SE 108/10 1 is a clandestine transmitter and receiver, also known as a spy radio set, developed during WWII, in 1942, by OKW-Aussenstelle Wurzen 2 for use by the German Intelligence Service, the Abwehr [1]. The set consists of three small units in tin enclosures, and is often referred to as the Keksdosen (Biscuit tins). It was released in 1942 and was manufactured by OKW-Wurzen at Nischwitz Castle (Germany), alongside the similar, but less powerfull, single-unit SE-109/3.

SE-108/10 in storage cassette, seen from the top. Copyright Günter Hütter [2].

The image above shows the complete set, in the bottom section of a storage cassette.
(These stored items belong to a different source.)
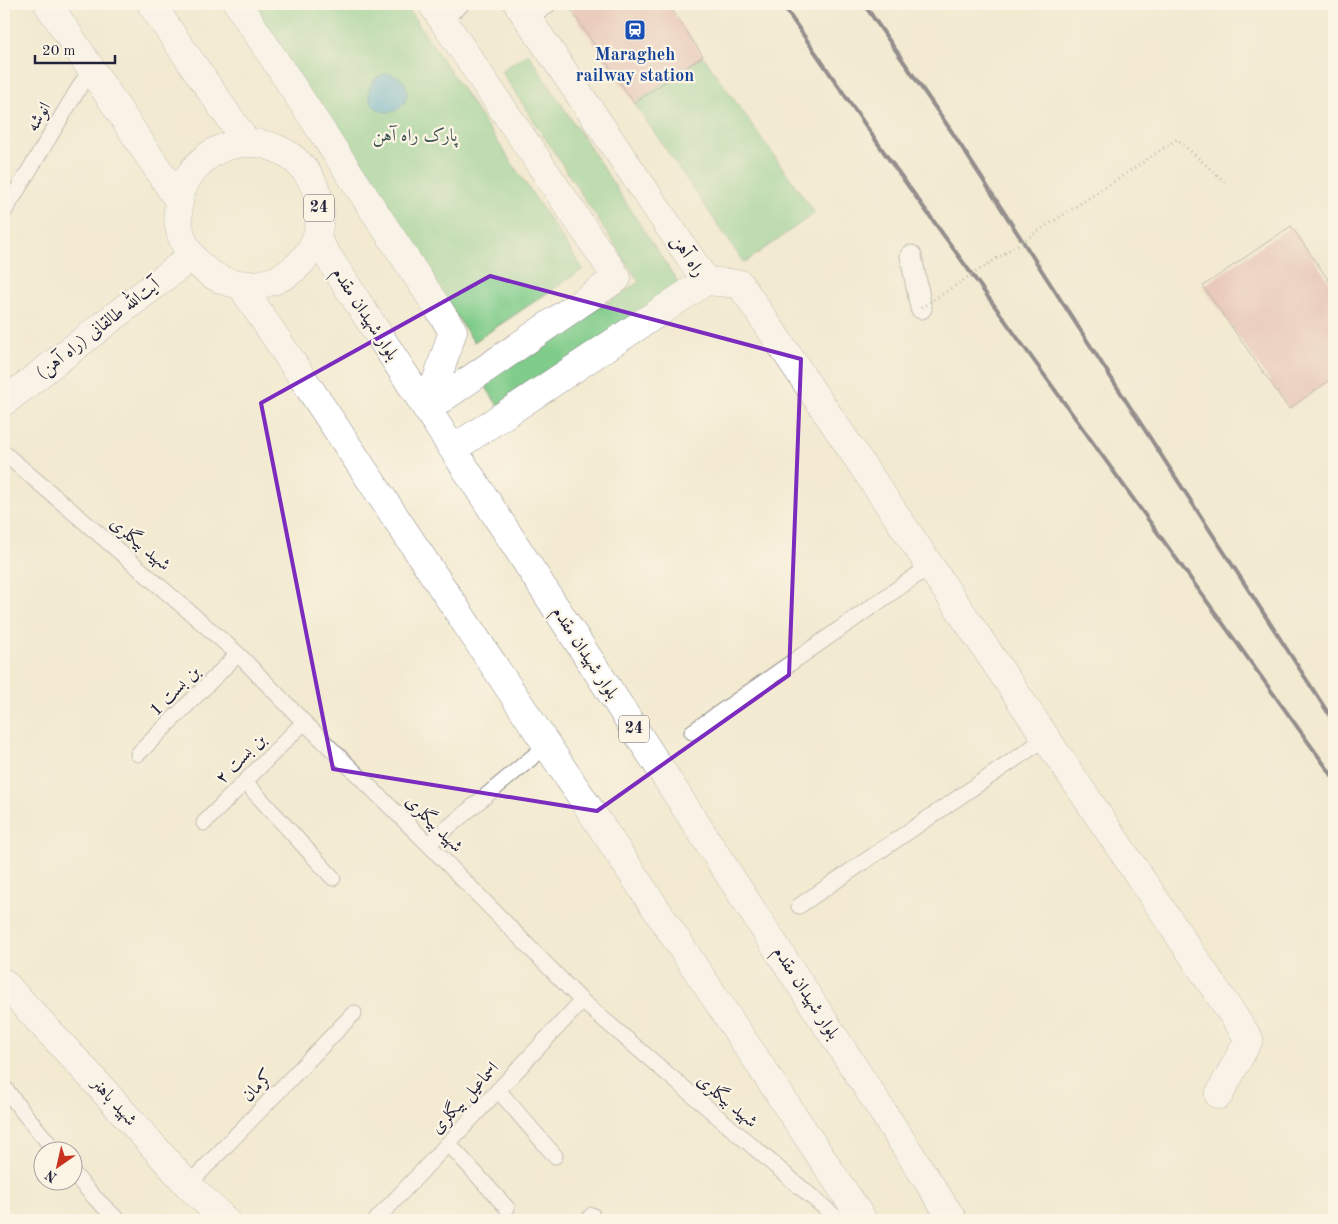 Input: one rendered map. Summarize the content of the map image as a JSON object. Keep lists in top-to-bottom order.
{
  "streets": {
    "street": [
      "24",
      "راه آهن",
      "بلوار شهیدان مقدم",
      "(راه آهن) آیت‌الله طالقانی",
      "شهید باهنر"
    ],
    "lane": [
      "انوشه",
      "شهید بیگلری",
      "بن بست 1",
      "بن بست ۲",
      "کرمان",
      "اسماعیل بیگلری"
    ]
  },
  "crossings": [
    ["24", "بلوار شهیدان مقدم"],
    ["24", "(راه آهن) آیت‌الله طالقانی"],
    ["راه آهن", "بلوار شهیدان مقدم"],
    ["بلوار شهیدان مقدم", "(راه آهن) آیت‌الله طالقانی"],
    ["شهید بیگلری", "بن بست 1"],
    ["شهید بیگلری", "بن بست ۲"],
    ["شهید بیگلری", "اسماعیل بیگلری"],
    ["کرمان", "شهید باهنر"]
  ],
  "parks": ["پارک راه آهن"],
  "places": {
    "station": ["Maragheh railway station"]
  },
  "scale_bar": "20 m",
  "north": "bottom left"
} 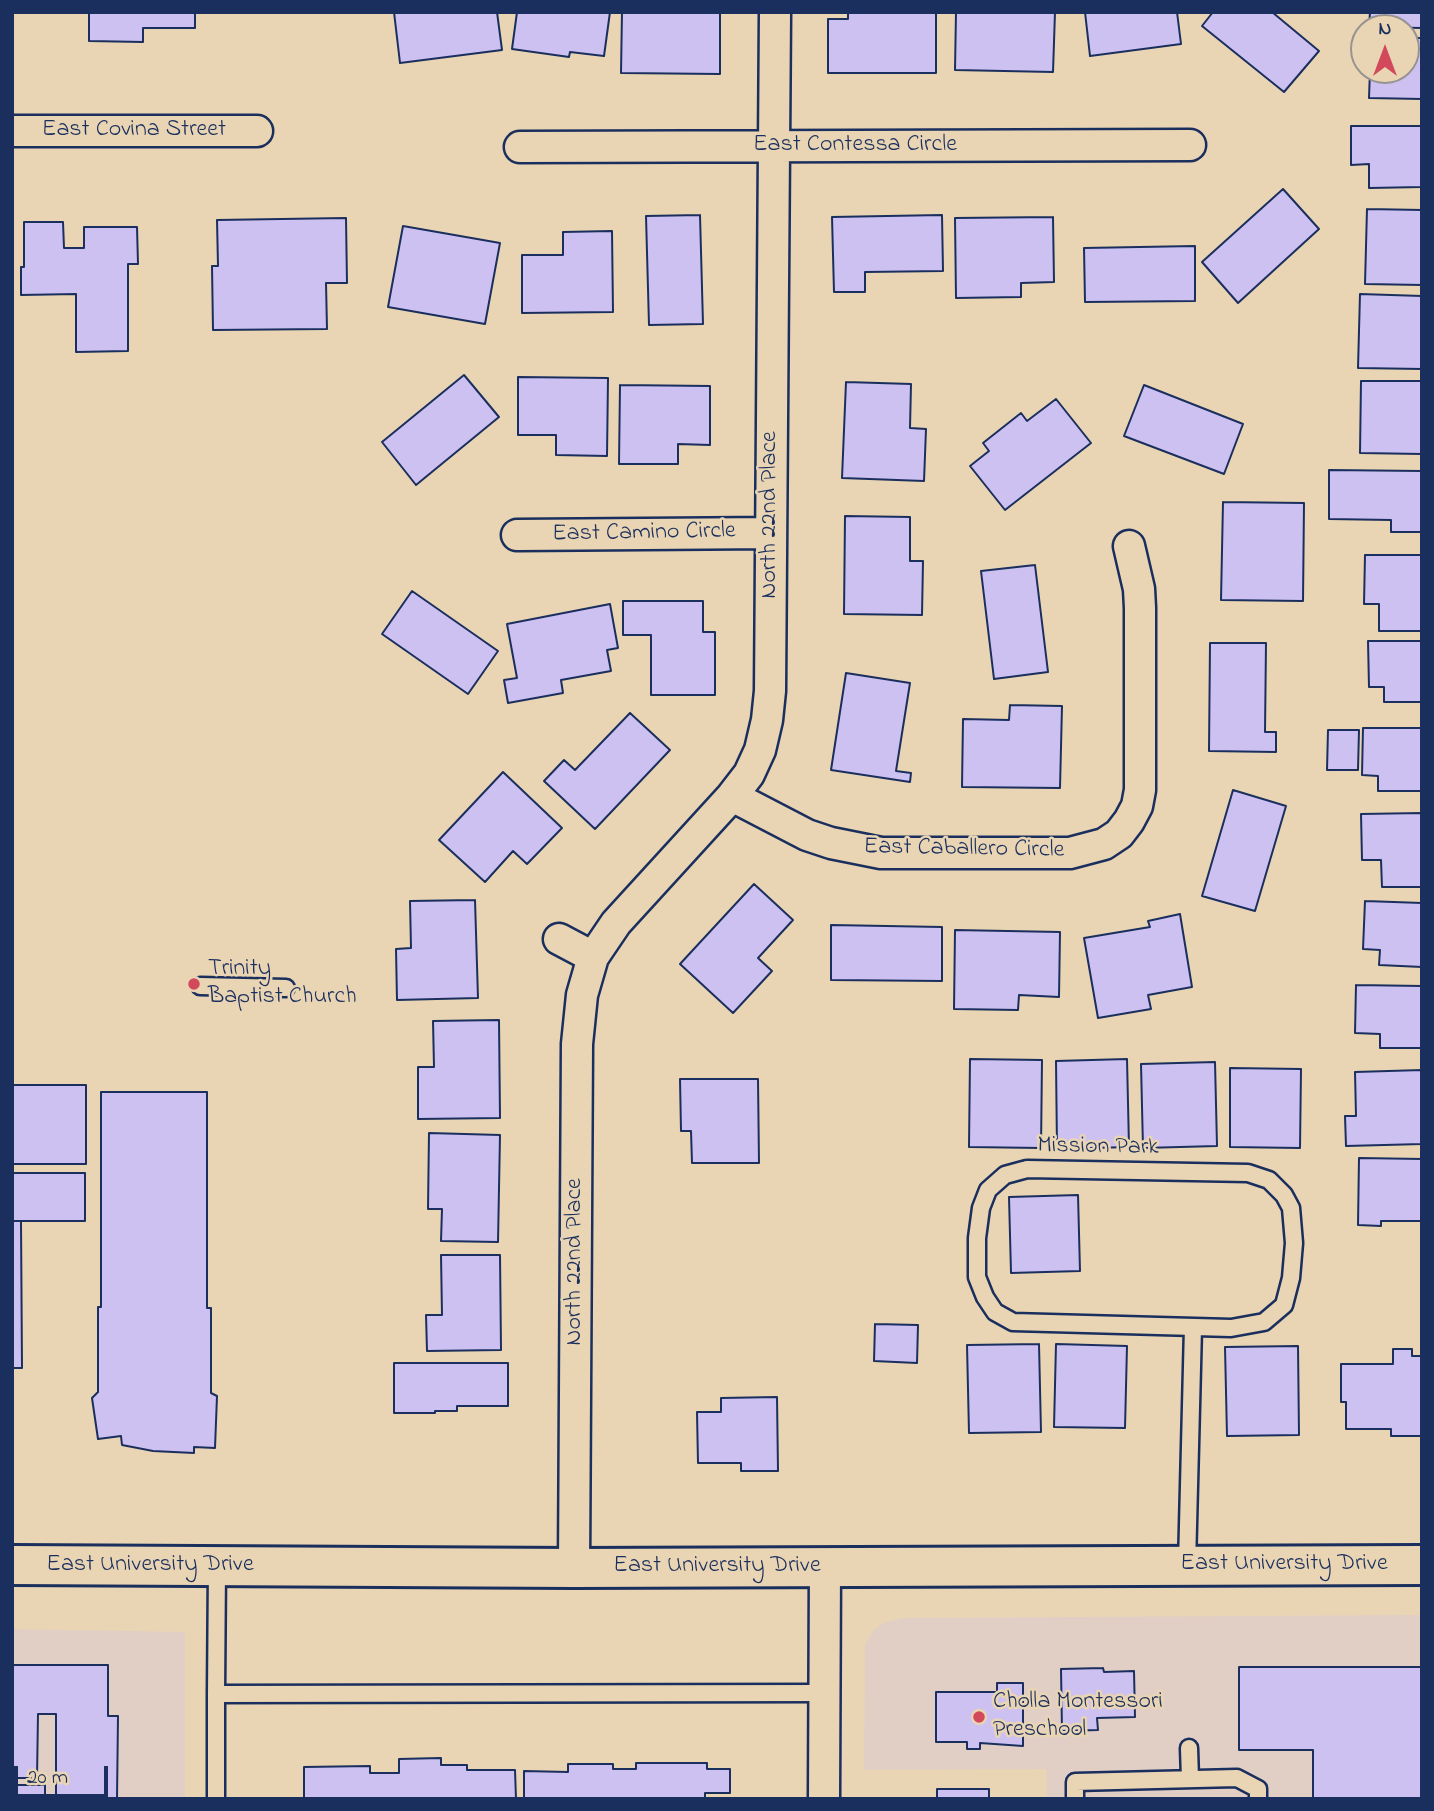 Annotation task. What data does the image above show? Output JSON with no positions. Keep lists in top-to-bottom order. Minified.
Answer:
{"streets":{"main road":["East University Drive"],"street":["East Covina Street","East Contessa Circle","North 22nd Place","East Camino Circle","East Caballero Circle"],"lane":["Mission Park"]},"crossings":[["East Contessa Circle","North 22nd Place"],["North 22nd Place","East Camino Circle"],["North 22nd Place","East Caballero Circle"],["North 22nd Place","East University Drive"]],"places":["Trinity Baptist Church","Cholla Montessori Preschool"],"scale_bar":"20 m","north":"top"} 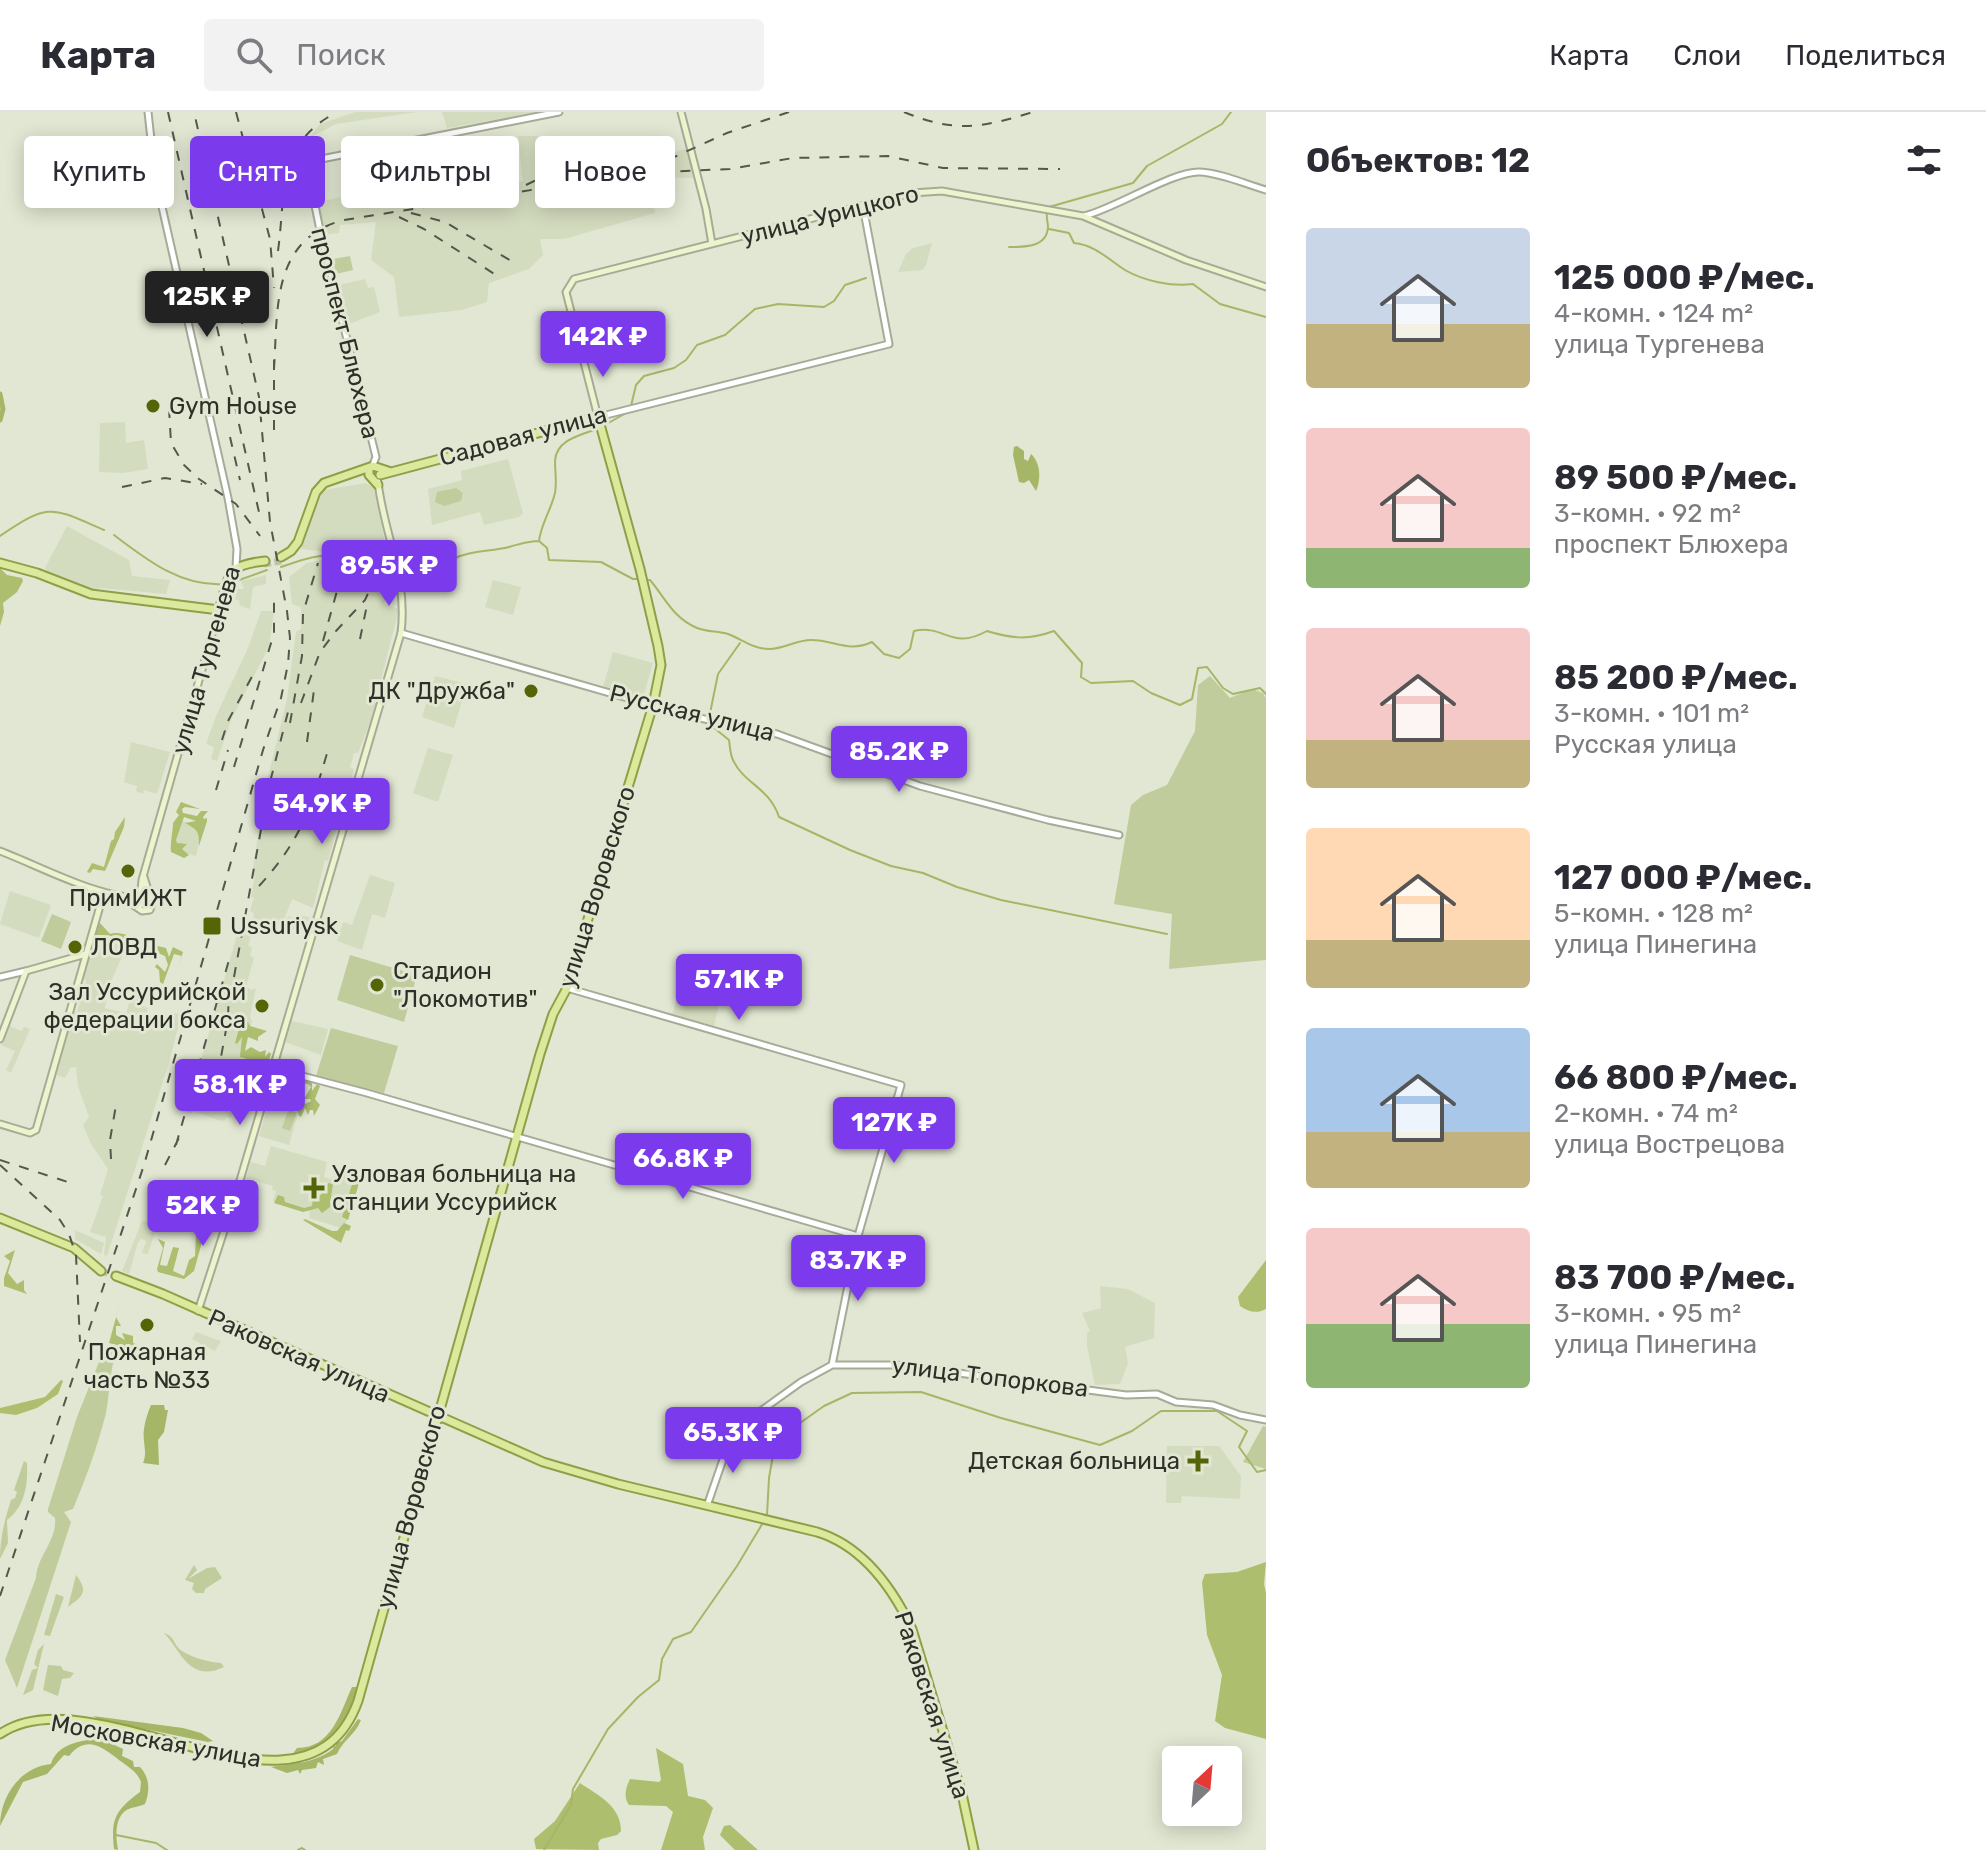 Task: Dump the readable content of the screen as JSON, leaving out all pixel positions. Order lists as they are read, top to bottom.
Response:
{
  "streets": {
    "main road": [
      "улица Урицкого",
      "Садовая улица",
      "улица Тургенева",
      "улица Воровского",
      "Раковская улица",
      "Московская улица"
    ],
    "street": ["проспект Блюхера", "Русская улица", "улица Топоркова"]
  },
  "crossings": [
    ["улица Урицкого", "Садовая улица"],
    ["улица Урицкого", "улица Воровского"],
    ["Садовая улица", "улица Воровского"],
    ["Русская улица", "улица Воровского"],
    ["улица Воровского", "Раковская улица"],
    ["улица Воровского", "Московская улица"]
  ],
  "places": {
    "other": [
      "Gym House",
      "ДК \"Дружба\"",
      "ПримИЖТ",
      "ЛОВД",
      "Стадион \"Локомотив\"",
      "Зал Уссурийской федерации бокса",
      "Пожарная часть №33"
    ],
    "transit": ["Ussuriysk"],
    "health": ["Узловая больница на станции Уссурийск", "Детская больница"]
  },
  "north": "top right",
  "page": {
    "header": "Карта",
    "search": "Поиск",
    "nav": ["Карта", "Слои", "Поделиться"],
    "heading": "Объектов: 12",
    "chip": [
      "Купить",
      "Снять",
      "Фильтры",
      "Новое"
    ],
    "list": [
      {
        "name": "125 000 ₽/мес.",
        "note": "4-комн. · 124 m² · улица Тургенева"
      },
      {
        "name": "89 500 ₽/мес.",
        "note": "3-комн. · 92 m² · проспект Блюхера"
      },
      {
        "name": "85 200 ₽/мес.",
        "note": "3-комн. · 101 m² · Русская улица"
      },
      {
        "name": "127 000 ₽/мес.",
        "note": "5-комн. · 128 m² · улица Пинегина"
      },
      {
        "name": "66 800 ₽/мес.",
        "note": "2-комн. · 74 m² · улица Вострецова"
      },
      {
        "name": "83 700 ₽/мес.",
        "note": "3-комн. · 95 m² · улица Пинегина"
      }
    ],
    "price": [
      "125K ₽",
      "142K ₽",
      "89.5K ₽",
      "85.2K ₽",
      "54.9K ₽",
      "57.1K ₽",
      "58.1K ₽",
      "127K ₽",
      "66.8K ₽",
      "52K ₽",
      "83.7K ₽",
      "65.3K ₽"
    ]
  }
}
From left to right are receiver (RX), power supply unit (PSU), and transmitter (TX). The three units are inter­connected by means of 4-pin Brechkupplungen (break connectors), so that the set can be used without removing it from the cassette. At the front of the transmitter is a miniature morse key, that can be stowed inside the transmitter's enclosure (otherwise the cassette can not be closed).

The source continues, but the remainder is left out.